The musical Jagged Little Pill, based loosely on the album of the same name by Alanis Morissette, led all shows with 15 nominations, including best musical and one for its lead, Elizabeth Stanley, followed closely by Moulin Rouge: The Musical, with 14 nominations, including nods for its two stars, Karen Oliva and Aaron Tveit. (Tveit is one nominee who can rest easy on awards’ night; he was the only person nominated in his category.)
Slave Play, by Jeremy O. Harris, led all plays with 12 nominations, including best play. It was followed by The Inheritance, a seven-plus-hour play by Matthew Lopez that uses E.M. Forster’s Howard’s End as a jumping off point to explore the lives of gay New Yorkers in the midst of the AIDS crisis.

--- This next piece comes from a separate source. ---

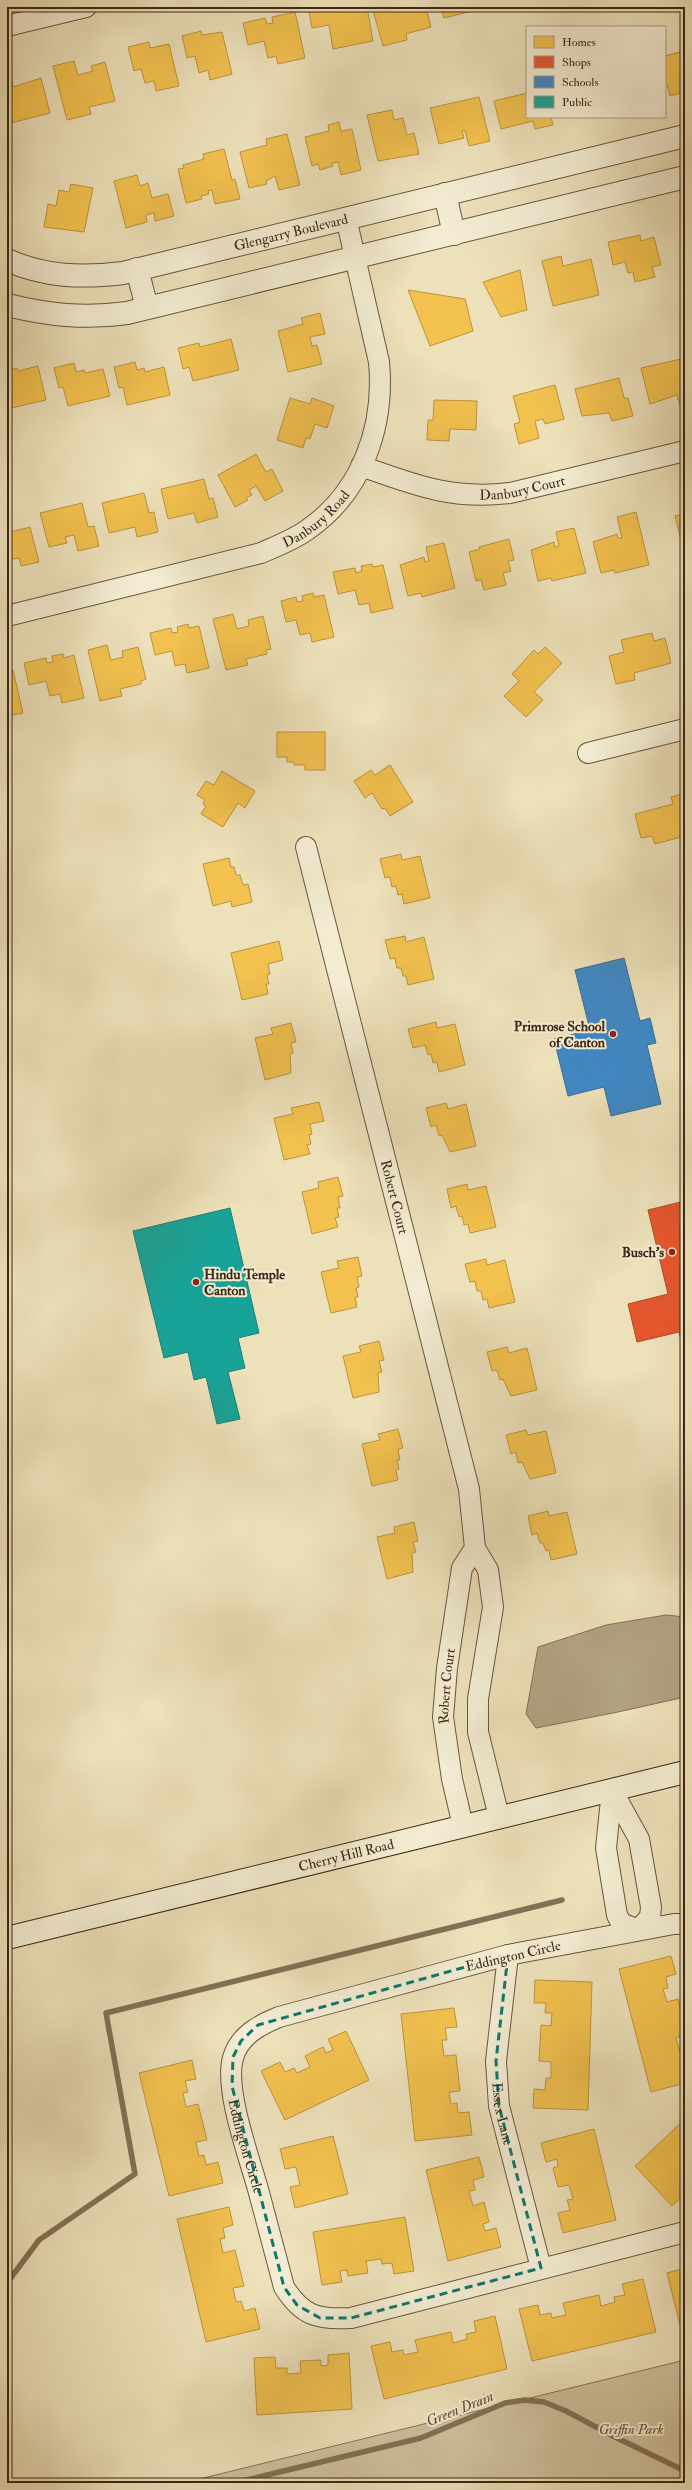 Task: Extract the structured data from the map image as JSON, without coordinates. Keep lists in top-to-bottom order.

It got 11 nominations.
Other notable nominees: Adrianne Warren, for best actress in a musical for her starring role in Tina: The Tina Turner Musical; Laura Linney, best actress for I am Lucy Barton; Mary-Louise Parker best actress for The Sound Inside, Jake Gyllenhaal and Tom Sturridge, both up for best actor for Sea Wall/A Life; and three other nominees for best play: The Sound Inside, by Adam Rapp, Grand Horizons, by Bess Wohl; and Sea Wall/A Life by Simon Stephens and Nick Payne.
Prior to voting on this year’s nominations, the Broadway League and American Theatre Wing—co-presenters of the awards—determined that only productions that had opened on or before Feb. 19 would be considered eligible. (Some shows had begun previews or opened between that date and March 12, the start of the Broadway shutdown, though many nominators may not have seen them in time to be able to vote.) There were just 18 eligible shows, including four new musicals, 10 new plays and four play revivals. No musical revivals opened during the eligibility period and that award will not be given out this year.
Among the shows that had begun previews but were deemed ineligible for this year’s awards were Girl From the North Country, Six and The Minutes.
This year’s Tony Awards were originally scheduled to take place June 7 at Radio City Music Hall. The producers have not yet disclosed the date of the virtual ceremony.
Meanwhile, the Broadway League announced last week that May 30th, 2021 would be the earliest date that Broadway would now reopen, with productions most likely staggering their opening dates into the fall. “Certainly a lot of shows are making their plans, and some think we will open in the summer, and I hope they are right,” Charlotte St. Martin, president of the Broadway League, told The New York Times. “But I think people’s bets are the fall of next year.”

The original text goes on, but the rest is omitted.